Dataset items
***

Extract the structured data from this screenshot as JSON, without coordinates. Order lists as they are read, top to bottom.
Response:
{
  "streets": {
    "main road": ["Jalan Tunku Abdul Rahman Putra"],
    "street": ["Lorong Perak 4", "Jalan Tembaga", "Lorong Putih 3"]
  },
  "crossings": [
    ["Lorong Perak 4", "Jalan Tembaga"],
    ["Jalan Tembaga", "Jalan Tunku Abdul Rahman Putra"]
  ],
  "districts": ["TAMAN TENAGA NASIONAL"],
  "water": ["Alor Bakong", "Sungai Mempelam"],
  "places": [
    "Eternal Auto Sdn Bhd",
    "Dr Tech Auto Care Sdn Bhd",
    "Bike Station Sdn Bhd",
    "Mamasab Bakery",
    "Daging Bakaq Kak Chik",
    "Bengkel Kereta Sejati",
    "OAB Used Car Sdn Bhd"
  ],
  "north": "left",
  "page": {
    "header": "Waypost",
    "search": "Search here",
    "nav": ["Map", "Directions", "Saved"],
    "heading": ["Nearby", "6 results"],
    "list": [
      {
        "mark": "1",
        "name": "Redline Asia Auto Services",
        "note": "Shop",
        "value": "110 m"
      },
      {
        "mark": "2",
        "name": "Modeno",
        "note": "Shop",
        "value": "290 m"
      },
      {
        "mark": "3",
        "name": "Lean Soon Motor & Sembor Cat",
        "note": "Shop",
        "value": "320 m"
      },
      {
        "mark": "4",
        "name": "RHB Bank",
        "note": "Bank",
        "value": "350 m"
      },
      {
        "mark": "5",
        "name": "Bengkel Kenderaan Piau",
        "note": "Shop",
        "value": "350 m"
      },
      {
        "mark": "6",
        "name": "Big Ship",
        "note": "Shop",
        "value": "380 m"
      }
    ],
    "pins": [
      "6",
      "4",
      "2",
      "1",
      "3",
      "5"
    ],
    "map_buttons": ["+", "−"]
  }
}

***

● **Work item**:
If a line in the entries above contains the word "Perak", copy it.

● **Finished exercise**:
    "street": ["Lorong Perak 4", "Jalan Tembaga", "Lorong Putih 3"]
    ["Lorong Perak 4", "Jalan Tembaga"],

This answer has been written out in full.